R.L.

L’inscription des fortifications historiques d’Oran au patrimoine mondial est au centre d’un projet de travail collaboratif entre l’Algérie et l’Espagne, a annoncé mercredi, le Directeur de la Conservation et de la Restauration du Patrimoine Culturel au ministère de la Culture.

« Les deux pays s’engagent à travailler sur la construction du dossier qui permettra à terme, de reconnaître la valeur universelle exceptionnelle du système de fortifications d’Oran », a précisé Mourad Bouteflika, à l’occasion d’un symposium algéro-espagnol sur la réhabilitation du patrimoine. »L’action envisagée avec nos collègues espagnols consiste à proposer un dossier de protection de ce système de fortifications sur la liste du patrimoine mondial de l’humanité », a-t-il expliqué dans une déclaration à l’APS, à l’issue de cette rencontre technique.Tenu 02 jours durant à l’auditorium de l’Université des Sciences et de la Technologie d’Oran « Mohamed Boudiaf » (USTO-MB), le symposium a réuni plusieurs spécialistes algériens et étrangers, dont des experts auprès de l’Unesco.

La participation espagnole a permis dans ce contexte, de mettre en relief l’expérience de ce pays en matière de restauration et de réutilisation des monuments historiques qui peut selon nombre d’intervenants, inspirer les interventions futures sur le système de fortifications érigé durant la période d’occupation espagnole à Oran (1509-1792).Le représentant du ministère de la Culture s’est félicité à cet égard du fait que « la partie espagnole a affirmé sa disponibilité à accompagner la partie algérienne, pour améliorer les niveaux de connaissances et d’intervention ».Il s’agit, a-t-il développé, d’assurer « la qualification des personnels qui seront amenés aussi bien à intervenir sur ces biens culturels mais aussi à les valoriser et à les intégrer dans un usage moderne et renouvelé ».
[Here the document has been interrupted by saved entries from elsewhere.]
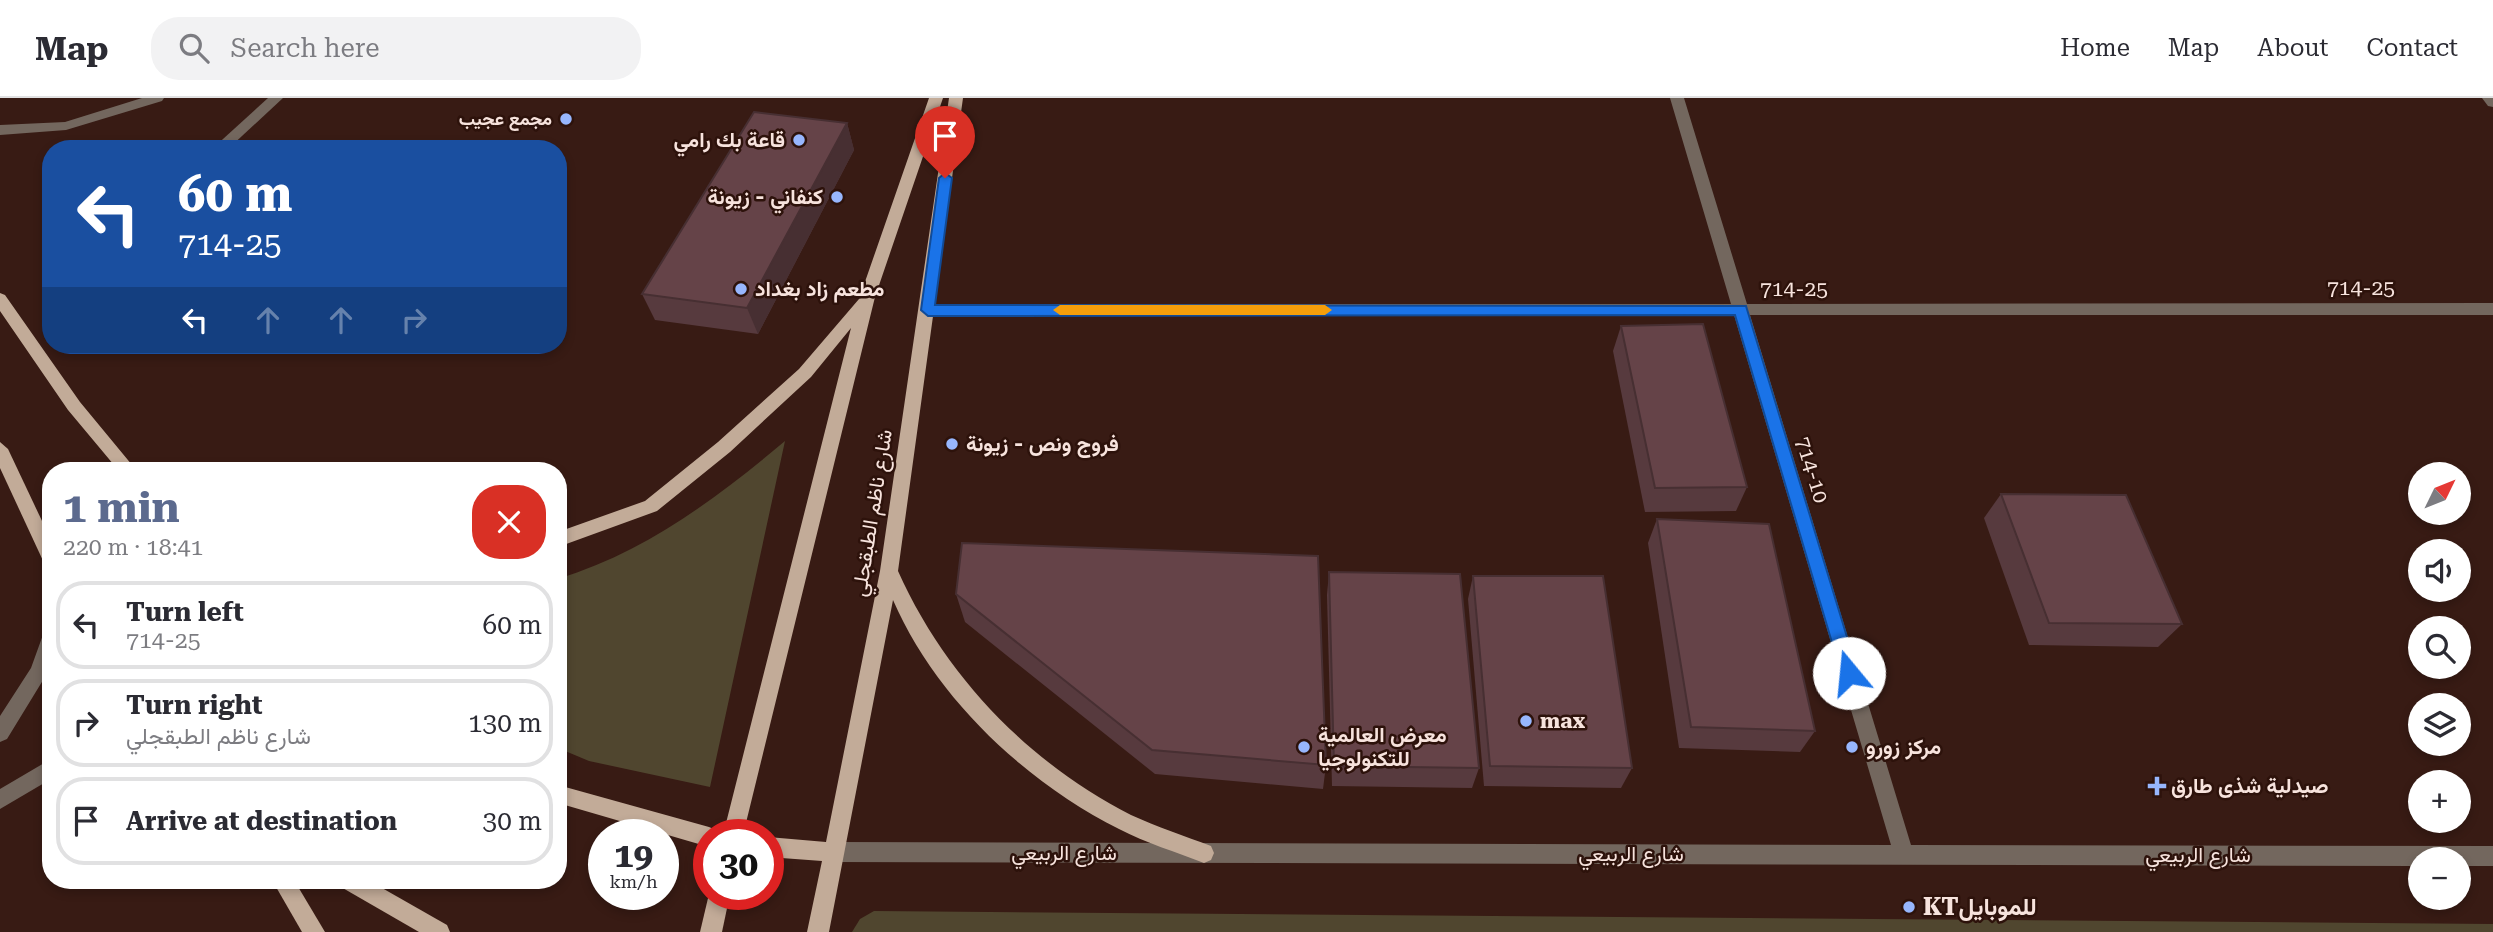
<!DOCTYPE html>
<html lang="en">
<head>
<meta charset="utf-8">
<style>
	:root { --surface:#fff; --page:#f2f2f3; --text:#2b2b33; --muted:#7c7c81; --line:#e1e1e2; --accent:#5c6a8e }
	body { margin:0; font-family:"Roboto Serif",Vazirmatn,serif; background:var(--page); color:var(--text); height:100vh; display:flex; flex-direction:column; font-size:26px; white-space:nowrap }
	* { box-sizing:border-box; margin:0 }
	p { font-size:23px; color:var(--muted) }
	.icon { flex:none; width:38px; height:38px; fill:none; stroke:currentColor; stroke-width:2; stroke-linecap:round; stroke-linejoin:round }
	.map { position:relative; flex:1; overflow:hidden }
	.panel { position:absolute; left:42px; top:364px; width:525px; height:427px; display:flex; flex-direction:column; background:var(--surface); border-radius:28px; box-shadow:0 4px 10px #0003 }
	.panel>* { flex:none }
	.guide { position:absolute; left:42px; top:42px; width:525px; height:214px; border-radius:28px; box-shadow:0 4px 10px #0003; background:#1a4fa0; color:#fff; overflow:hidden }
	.needle { width:46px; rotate:47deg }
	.controls { position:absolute; left:2408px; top:364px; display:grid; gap:14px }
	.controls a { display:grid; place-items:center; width:63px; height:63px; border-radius:50%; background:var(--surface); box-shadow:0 4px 10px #0003; font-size:35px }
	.speed { position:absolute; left:588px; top:721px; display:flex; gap:14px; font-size:35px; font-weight:700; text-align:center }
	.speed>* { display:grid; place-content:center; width:91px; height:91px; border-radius:50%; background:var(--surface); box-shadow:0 4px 10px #0003; line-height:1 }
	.speed small { font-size:18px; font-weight:400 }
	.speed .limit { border:10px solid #d22; background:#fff; color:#111 }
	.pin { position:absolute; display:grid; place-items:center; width:60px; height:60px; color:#fff; margin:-72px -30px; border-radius:50% 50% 50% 0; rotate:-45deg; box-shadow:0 0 7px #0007 }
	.pin .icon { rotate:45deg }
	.me { position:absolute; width:77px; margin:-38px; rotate:343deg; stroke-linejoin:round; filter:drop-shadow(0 0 5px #0008) }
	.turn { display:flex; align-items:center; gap:24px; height:147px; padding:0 21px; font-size:32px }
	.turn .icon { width:91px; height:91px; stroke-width:2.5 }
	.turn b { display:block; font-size:49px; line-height:60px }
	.lanes { display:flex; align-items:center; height:66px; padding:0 21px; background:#0003; justify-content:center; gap:35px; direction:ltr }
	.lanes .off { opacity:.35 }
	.round { display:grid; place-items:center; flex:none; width:74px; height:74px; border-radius:28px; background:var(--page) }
	.overview { display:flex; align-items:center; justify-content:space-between; height:119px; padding:0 21px }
	h1 { font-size:42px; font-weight:700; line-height:52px; color:var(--accent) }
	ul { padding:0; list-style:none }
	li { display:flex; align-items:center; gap:21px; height:88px; margin:0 14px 10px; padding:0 7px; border:4px solid var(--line); border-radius:28px }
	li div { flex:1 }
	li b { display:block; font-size:26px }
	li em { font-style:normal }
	header { display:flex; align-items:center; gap:42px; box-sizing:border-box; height:98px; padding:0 35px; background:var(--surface); border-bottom:2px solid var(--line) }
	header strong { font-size:33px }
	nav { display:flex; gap:38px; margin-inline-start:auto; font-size:24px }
	.search { width:490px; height:63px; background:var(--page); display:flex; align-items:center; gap:18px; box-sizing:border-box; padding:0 24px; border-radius:28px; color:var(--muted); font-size:26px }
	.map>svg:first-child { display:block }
	.green { fill:#50462f }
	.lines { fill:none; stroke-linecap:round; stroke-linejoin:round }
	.minor { fill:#73675e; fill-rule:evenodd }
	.major { fill:#c2ab98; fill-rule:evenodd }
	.wall { fill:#573a3e }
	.shaded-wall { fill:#472f32 }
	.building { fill:#654348; stroke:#472f32; stroke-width:2 }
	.route { fill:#1a73e8; stroke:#114b97; stroke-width:2 }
	.slow { fill:#f59e0b }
	.poi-dot { fill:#97b6fd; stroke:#2d120b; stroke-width:2.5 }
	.labels { text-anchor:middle; stroke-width:5; stroke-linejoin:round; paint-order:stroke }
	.far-poi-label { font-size:18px; font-weight:bold; fill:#f7e3dd; stroke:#2d120b; text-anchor:end }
	.poi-label { font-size:21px; font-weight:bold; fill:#f7e3dd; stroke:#2d120b; text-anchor:start }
	.street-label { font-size:21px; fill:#f7e3dd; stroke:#2d120b }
	.near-poi-label { font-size:24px; font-weight:bold; fill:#f7e3dd; stroke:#2d120b; text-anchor:start }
</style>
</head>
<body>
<header>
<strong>Map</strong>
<div class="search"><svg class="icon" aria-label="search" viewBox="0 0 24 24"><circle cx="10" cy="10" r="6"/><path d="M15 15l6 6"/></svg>Search here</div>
<nav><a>Home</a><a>Map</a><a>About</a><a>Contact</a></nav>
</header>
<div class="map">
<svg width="2493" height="834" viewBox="0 0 2493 834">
	<rect width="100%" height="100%" fill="#381b14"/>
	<g class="green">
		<path d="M785,343L710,689L589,663L558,650V481C645,454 716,401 785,343Z"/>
		<polygon points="874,813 2493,826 2493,834 852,834 860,821"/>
	</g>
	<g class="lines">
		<g class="minor">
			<polygon points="142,0 164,0 162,3 66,32 0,37 0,27 65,24"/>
			<polygon points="268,0 283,0 228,51 212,51"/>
			<polygon points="1670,0 1684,0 1747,206 2493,205 2493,217 1750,217 1911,747 2493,748 2493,768 2459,768 2459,761 2420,761 2420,768 833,764 826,761 823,754 826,747 833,744 1891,747 1734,217 928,218 920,212 928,206 1731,206"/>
			<polygon points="2482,0 2493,0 2493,9 2488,8"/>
			<polygon points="51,532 48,574 7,641 0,644 0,618 31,570 44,534"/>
			<polygon points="51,661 51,681 0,711 0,691"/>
		</g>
		<g class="major">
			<polygon points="929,0 943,0 875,199 743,737 723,737 851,230 811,279 730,354 657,413 558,449 558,434 645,403 718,344 799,271 859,201"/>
			<path d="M949,0H963L898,473C945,578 1029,665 1131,717C1157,729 1185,738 1211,748L1214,755L1211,762L1204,765C1176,754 1146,745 1119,731C1025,684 935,599 893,502L829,834H807L822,763L768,759V739L826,744L880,473Z"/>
			<polygon points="0,195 5,197 80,304 137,373 119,373 68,312 0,213"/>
			<polygon points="0,344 8,351 51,442 51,469 45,467 0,370"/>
			<polygon points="558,687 709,729 716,732 718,737 709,737 709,749 558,705"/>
			<polygon points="272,782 294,782 325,834 302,834"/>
			<polygon points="338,782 368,782 447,827 450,834 419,834 341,789"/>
			<polygon points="709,796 730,796 722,834 700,834"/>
		</g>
	</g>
	<g class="wall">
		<polygon points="847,25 854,52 758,236 655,222 642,196"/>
		<polygon points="1621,228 1747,389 1736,413 1645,414 1613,253"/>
		<polygon points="2001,396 2182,526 2158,549 2029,547 1984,420"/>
		<polygon points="1657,421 1815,633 1800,654 1679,650 1648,445"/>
		<polygon points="1329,474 1479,670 1472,690 1332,688 1327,497"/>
		<polygon points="1473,478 1632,670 1621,690 1484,688 1468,501"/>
		<polygon points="956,496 1326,667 1323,691 1155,676 965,524"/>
	</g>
	<polygon class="shaded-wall" points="847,25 854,52 758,236 747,210"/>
	<g class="building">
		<polygon points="754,14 847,25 747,210 642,196"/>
		<polygon points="1703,226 1747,389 1655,390 1621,228"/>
		<polygon points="2001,396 2126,397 2182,526 2049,525"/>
		<polygon points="1657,421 1769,426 1815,633 1691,629"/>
		<polygon points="962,445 1318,458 1326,667 1152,652 956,496"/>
		<polygon points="1329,474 1460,476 1479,670 1334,668"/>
		<polygon points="1473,478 1603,478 1632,670 1490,668"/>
	</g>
	<polygon class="route" points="945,75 952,80 935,207 1746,208 1858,575 1855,580 1849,582 1841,575 1735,217 928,218 921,212 939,80"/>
	<polygon class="slow" points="1060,207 1325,207 1332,212 1325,217 1060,217 1053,212"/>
	<g class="poi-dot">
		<circle cx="566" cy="21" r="7"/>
		<circle cx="799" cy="42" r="7"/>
		<circle cx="837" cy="99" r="7"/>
		<circle cx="741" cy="191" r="7"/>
		<circle cx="952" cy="346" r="7"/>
		<circle cx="1526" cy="623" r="7"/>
		<circle cx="1304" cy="649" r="7"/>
		<circle cx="1852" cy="649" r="7"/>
		<path d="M2153.5 677.5h7v7h7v7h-7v7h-7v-7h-7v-7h7z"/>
		<circle cx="1909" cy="809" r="7"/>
	</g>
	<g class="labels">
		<g class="far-poi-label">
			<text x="552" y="27">مجمع عجيب</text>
		</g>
		<g class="poi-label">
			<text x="785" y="49" text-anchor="end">قاعة بك رامي</text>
			<text x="823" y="106" text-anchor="end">كنفاني - زيونة</text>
			<text x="755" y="198">مطعم زاد بغداد</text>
			<text x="966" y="353">فروج ونص - زيونة</text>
			<text x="1540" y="630">max</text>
			<text x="1318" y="644">معرض العالمية<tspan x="1318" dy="24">للتكنولوجيا</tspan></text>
			<text x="1866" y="656">مركز زورو</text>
			<text x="2171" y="695">صيدلية شذى طارق</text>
		</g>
		<g class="street-label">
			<text x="2361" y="197">714-25</text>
			<text x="1794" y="198">714-25</text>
			<text transform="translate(1812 372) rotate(73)" y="7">714-10</text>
			<text transform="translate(872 415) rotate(-81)" y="7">شارع ناظم الطبقجلي</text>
			<text x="1064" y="762">شارع الربيعي</text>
			<text x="1631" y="763">شارع الربيعي</text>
			<text x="2198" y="764">شارع الربيعي</text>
		</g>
		<g class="near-poi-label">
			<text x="1923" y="817">KTللموبايل</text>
		</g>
	</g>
</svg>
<div class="controls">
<a><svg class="needle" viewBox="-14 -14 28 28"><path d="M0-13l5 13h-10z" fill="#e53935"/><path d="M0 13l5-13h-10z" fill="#7c7c81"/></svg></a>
<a><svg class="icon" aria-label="sound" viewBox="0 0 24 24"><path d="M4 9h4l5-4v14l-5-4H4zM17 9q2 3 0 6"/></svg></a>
<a><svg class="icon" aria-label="search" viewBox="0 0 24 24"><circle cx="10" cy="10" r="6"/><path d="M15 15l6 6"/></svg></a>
<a><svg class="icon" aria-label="layers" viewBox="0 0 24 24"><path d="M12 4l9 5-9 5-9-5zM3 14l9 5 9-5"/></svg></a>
<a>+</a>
<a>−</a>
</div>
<div class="speed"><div>19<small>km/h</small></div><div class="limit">30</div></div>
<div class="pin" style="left:945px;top:80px;background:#d93025"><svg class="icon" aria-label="arrive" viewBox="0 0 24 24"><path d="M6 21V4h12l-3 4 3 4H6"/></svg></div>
<svg class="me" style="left:1849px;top:575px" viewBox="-20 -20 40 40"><circle r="19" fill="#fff"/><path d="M0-13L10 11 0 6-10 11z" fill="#1a73e8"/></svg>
<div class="guide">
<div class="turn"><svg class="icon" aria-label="left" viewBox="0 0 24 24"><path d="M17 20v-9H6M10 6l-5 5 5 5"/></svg><div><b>60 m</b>714-25</div></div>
<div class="lanes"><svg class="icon" aria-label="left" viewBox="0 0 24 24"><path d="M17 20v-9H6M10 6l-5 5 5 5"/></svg><svg class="icon off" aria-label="ahead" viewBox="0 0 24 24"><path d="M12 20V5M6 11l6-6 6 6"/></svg><svg class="icon off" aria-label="ahead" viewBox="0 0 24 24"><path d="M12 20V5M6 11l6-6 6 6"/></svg><svg class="icon off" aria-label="right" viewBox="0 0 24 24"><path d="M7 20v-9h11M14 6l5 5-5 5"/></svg></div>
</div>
<section class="panel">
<div class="overview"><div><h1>1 min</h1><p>220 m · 18:41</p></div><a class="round" style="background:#d93025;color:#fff"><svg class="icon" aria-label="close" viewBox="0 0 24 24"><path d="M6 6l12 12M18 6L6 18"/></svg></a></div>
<ul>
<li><svg class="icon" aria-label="left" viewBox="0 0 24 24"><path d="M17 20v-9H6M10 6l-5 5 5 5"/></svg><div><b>Turn left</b><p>714-25</p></div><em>60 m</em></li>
<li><svg class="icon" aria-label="right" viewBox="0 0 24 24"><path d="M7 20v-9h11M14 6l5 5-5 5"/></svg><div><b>Turn right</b><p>شارع ناظم الطبقجلي</p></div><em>130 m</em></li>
<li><svg class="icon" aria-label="arrive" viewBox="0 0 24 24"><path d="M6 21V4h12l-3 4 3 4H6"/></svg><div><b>Arrive at destination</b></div><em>30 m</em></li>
</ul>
</section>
</div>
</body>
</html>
Le responsable a toutefois souligné que l’objectif immédiat de son département porte d’abord sur l’inscription des fortifications considérées sur la liste du patrimoine national, signalant qu’un dossier en ce sens sera présenté à la Commission nationale des biens culturels avant la fin de l’année en cours.

Il a également salué les efforts considérables des pouvoirs publics à Oran qui ont conduit à l’évacuation des ensembles d’habitats précaires qui entouraient ces fortifications, aujourd’hui « plus visibles » et pouvant être inscrites dans « un projet global de valorisation ».

Le représentant du ministère de la Culture a encore mis l’accent sur l’intérêt de ces actions, en soutenant qu’elles cadrent parfaitement avec les ambitions affichées par Oran au sein du bassin méditerranéen.

Les Jeux Méditerranéens prévus à Oran en 2021 constituent à ce titre « une perspective dynamisante » pour tous les projets d’inscription qui impliquent également « la contribution des universitaires et de la société civile », a-t-il conclu.Le symposium algéro-espagnol tenu à l’USTO-MB s’était ouvert mardi, en présence des autorités locales, de la rectrice de cet établissement, de l’ambassadeur d’Espagne en Algérie, et de la directrice de l’Institut Cervantès d’Oran.